*Exercise goal*. For the records below, print the lines from the line with "context.setLineDash([]);" through the line with "context.rotate((+turn || 0)" exactly as written; include both end lines and exclude the rest.

*Records shown*.
-.-.-

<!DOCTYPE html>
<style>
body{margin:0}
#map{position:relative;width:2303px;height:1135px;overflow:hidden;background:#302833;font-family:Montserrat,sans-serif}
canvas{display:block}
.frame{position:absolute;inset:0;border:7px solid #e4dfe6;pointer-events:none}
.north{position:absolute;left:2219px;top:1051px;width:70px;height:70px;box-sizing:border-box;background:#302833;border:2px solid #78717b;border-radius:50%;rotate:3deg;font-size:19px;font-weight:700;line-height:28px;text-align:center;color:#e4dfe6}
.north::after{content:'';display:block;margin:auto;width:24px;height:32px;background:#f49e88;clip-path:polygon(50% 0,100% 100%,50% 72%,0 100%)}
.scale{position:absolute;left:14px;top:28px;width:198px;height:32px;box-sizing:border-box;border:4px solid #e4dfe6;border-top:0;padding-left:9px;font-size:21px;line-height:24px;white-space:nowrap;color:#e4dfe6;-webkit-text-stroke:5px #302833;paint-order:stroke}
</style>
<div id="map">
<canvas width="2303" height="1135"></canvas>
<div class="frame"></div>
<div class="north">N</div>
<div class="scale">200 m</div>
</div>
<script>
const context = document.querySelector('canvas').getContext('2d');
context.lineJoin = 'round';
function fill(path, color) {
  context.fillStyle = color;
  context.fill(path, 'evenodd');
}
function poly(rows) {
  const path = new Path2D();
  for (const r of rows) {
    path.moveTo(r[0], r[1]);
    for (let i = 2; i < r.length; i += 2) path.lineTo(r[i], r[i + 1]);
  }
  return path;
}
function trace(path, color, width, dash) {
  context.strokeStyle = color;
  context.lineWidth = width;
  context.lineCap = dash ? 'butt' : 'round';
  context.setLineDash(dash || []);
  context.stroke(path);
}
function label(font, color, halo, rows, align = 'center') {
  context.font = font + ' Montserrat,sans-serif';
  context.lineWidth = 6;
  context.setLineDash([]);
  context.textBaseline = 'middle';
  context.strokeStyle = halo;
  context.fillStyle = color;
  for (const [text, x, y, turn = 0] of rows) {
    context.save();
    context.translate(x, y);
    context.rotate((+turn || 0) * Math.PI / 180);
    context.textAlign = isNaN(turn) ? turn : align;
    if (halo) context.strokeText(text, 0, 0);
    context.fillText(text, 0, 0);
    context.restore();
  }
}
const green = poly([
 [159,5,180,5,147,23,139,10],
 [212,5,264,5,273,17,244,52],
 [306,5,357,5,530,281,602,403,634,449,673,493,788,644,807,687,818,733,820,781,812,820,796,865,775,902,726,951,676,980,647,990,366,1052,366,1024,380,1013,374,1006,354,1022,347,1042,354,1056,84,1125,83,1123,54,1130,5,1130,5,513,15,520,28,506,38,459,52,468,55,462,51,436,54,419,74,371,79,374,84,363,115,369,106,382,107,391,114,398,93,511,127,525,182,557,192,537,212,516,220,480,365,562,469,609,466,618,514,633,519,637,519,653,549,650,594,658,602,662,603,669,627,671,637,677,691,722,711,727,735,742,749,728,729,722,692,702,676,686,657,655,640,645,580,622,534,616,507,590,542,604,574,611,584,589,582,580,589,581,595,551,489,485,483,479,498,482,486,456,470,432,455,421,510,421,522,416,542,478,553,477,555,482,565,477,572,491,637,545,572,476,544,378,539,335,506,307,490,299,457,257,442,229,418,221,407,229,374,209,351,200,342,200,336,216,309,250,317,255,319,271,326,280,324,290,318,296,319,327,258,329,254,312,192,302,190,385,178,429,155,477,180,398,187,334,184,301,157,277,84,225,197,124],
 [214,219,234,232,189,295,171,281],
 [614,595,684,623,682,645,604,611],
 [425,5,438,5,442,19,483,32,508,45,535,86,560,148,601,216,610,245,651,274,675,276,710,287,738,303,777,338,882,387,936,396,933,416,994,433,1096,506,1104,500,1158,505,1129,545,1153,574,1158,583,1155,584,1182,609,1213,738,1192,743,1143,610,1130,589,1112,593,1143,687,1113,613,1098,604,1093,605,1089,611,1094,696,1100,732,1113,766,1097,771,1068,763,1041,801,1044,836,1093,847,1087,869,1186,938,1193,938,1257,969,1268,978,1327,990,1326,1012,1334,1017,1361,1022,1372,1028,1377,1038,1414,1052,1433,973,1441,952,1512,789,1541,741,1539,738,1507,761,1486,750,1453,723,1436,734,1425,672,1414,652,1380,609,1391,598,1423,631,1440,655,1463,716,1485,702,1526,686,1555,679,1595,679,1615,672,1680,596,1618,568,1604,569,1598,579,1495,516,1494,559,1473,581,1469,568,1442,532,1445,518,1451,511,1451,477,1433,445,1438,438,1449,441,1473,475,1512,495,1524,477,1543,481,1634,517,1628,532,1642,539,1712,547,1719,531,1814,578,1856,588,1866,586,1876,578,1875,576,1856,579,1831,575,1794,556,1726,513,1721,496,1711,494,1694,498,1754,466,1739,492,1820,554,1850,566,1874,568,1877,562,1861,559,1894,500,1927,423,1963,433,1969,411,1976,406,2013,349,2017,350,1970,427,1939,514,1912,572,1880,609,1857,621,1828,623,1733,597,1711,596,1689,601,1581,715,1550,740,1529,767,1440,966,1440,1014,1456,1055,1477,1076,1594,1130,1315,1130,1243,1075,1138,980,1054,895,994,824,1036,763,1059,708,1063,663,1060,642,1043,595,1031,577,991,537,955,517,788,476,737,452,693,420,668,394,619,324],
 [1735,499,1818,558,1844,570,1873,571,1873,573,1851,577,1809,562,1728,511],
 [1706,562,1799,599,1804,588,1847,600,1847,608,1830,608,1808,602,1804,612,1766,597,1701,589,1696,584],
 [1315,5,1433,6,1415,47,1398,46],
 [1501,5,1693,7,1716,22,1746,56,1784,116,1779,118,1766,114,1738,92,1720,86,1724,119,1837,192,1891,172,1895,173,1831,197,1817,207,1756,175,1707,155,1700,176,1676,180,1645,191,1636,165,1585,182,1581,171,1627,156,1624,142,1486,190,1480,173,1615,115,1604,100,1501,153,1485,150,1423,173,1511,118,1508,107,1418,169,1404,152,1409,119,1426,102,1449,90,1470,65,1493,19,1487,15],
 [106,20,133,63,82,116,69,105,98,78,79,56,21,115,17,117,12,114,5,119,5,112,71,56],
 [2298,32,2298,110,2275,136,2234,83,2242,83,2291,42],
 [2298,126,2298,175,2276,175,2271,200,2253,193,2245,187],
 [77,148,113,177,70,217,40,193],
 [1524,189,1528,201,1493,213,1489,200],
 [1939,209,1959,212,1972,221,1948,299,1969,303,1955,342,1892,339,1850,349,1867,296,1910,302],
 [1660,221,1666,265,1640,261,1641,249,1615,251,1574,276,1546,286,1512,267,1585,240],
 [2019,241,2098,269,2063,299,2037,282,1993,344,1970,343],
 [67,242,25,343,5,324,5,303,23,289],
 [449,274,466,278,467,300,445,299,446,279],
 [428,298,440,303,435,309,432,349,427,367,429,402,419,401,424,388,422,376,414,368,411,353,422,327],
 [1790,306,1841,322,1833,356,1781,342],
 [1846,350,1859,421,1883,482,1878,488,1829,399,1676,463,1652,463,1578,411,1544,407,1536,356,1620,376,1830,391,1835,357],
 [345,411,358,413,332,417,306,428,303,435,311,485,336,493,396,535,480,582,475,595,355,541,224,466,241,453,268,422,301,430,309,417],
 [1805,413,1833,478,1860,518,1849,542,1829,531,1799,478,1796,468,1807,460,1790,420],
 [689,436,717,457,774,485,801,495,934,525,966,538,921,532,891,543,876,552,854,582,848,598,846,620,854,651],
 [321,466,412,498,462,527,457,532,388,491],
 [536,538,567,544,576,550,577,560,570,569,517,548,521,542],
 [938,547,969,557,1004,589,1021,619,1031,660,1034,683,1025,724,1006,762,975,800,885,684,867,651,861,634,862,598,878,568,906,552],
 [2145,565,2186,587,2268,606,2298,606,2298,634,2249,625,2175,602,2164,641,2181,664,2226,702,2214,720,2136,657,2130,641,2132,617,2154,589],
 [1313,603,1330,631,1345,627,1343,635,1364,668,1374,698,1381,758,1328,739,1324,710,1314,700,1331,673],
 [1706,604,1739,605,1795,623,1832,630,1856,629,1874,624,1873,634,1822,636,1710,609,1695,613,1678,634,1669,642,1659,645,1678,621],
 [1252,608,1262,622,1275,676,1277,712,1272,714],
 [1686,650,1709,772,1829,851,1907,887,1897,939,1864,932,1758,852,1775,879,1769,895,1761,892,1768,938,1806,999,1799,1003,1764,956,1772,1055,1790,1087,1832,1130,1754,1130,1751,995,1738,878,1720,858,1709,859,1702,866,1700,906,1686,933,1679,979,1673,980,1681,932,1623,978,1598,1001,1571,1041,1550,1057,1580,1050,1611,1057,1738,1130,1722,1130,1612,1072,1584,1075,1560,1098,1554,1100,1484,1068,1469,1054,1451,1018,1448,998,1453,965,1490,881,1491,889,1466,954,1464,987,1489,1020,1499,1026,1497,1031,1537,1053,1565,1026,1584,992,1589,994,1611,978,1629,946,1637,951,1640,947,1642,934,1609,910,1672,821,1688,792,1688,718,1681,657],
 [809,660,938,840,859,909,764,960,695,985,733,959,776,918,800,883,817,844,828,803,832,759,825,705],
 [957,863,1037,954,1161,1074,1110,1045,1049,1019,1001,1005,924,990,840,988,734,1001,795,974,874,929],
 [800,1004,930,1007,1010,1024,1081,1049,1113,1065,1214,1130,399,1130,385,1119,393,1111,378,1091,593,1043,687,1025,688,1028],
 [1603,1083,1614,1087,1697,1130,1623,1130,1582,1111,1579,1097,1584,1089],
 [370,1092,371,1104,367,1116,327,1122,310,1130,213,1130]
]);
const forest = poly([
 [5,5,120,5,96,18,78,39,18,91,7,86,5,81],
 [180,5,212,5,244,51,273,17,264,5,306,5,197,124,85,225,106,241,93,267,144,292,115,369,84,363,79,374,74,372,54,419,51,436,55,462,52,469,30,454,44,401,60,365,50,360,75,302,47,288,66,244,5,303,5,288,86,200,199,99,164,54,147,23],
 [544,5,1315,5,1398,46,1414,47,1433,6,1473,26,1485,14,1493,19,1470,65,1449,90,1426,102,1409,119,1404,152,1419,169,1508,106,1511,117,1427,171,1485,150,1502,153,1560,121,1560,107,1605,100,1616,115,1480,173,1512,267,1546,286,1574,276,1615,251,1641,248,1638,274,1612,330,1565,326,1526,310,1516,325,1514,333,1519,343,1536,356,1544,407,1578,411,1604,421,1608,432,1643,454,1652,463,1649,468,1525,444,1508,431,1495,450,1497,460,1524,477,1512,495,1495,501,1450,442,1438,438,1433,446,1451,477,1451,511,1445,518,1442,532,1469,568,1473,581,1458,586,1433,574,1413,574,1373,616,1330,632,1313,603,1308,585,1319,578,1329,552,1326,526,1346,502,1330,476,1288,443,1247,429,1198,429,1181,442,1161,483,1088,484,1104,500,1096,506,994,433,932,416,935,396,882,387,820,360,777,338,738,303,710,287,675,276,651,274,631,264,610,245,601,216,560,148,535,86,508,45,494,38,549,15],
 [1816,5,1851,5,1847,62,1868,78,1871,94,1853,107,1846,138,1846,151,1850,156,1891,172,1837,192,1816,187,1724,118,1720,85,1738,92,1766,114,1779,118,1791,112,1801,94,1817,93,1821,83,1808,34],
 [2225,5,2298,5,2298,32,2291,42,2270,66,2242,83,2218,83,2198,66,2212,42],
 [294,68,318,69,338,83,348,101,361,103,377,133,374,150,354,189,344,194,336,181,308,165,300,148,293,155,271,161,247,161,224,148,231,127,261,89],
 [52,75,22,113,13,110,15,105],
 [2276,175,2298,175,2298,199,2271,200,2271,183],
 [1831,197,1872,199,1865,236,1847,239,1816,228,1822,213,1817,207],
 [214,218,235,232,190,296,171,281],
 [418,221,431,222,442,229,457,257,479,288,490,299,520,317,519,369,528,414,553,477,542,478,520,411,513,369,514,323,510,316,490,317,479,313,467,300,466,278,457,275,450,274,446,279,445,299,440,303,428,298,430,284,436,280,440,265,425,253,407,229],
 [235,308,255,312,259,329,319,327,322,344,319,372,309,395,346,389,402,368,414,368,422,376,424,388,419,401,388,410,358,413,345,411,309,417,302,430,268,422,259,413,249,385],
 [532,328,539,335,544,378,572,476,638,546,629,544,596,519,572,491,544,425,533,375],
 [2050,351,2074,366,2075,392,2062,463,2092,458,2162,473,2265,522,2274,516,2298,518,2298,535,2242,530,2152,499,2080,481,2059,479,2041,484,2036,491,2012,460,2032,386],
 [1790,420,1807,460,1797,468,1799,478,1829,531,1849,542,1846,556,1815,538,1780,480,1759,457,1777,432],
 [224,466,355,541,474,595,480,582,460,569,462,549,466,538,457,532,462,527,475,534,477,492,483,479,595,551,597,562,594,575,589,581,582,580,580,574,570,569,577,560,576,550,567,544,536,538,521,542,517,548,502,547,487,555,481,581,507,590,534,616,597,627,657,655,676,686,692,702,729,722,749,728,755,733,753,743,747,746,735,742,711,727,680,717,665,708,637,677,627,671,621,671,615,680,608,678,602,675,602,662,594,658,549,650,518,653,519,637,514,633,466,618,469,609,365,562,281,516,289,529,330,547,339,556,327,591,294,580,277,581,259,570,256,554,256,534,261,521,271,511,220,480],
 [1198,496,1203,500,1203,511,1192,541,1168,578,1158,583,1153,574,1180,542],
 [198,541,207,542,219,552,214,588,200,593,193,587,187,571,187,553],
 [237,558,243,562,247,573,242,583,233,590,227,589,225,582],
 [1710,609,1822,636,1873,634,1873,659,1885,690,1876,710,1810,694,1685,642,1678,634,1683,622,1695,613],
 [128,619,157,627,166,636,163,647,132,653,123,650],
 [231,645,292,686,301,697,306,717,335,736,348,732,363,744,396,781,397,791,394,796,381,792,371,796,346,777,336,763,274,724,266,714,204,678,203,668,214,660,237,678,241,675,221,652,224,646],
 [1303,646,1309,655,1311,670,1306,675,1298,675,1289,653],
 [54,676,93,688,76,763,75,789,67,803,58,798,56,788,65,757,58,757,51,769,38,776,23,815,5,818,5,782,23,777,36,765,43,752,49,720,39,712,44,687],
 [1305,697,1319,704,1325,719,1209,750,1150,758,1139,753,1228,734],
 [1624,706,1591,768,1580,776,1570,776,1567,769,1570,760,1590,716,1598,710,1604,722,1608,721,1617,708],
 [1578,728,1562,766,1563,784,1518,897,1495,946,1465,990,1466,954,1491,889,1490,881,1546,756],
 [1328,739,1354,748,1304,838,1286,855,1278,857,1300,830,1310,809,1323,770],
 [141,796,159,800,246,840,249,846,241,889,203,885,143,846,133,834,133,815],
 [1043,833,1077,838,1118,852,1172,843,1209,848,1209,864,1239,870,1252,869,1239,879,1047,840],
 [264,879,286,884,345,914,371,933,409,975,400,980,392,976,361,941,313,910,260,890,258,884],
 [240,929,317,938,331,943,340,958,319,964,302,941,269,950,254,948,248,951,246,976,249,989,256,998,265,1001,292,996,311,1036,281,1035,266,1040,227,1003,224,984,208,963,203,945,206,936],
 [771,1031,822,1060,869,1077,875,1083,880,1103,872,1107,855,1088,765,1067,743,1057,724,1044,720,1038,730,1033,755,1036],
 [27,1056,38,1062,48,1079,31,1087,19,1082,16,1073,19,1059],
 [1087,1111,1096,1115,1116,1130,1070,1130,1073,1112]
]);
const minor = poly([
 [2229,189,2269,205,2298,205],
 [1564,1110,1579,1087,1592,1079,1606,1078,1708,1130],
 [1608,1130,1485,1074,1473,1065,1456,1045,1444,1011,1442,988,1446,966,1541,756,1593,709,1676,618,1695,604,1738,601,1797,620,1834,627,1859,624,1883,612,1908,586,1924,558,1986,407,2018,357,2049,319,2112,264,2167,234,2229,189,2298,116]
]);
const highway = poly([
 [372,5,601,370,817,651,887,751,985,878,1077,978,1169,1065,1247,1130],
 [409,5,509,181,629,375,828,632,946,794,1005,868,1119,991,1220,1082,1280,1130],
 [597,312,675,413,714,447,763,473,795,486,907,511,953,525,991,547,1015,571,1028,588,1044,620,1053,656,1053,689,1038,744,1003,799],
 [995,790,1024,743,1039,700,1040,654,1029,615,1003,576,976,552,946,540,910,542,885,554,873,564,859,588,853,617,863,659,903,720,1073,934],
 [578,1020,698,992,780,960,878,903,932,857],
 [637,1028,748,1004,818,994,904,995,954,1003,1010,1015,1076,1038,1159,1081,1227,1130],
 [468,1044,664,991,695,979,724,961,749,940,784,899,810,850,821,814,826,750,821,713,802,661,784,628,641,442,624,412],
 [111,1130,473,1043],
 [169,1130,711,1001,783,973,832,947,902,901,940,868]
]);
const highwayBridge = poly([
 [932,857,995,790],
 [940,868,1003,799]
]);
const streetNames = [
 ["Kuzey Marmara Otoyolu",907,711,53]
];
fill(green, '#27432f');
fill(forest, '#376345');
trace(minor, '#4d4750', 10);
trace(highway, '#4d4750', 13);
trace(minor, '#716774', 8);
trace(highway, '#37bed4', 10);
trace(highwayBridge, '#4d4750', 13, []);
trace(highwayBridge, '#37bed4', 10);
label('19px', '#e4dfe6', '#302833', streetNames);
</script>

-.-.-

*Solution to the exercise*.
  context.setLineDash([]);
  context.textBaseline = 'middle';
  context.strokeStyle = halo;
  context.fillStyle = color;
  for (const [text, x, y, turn = 0] of rows) {
    context.save();
    context.translate(x, y);
    context.rotate((+turn || 0) * Math.PI / 180);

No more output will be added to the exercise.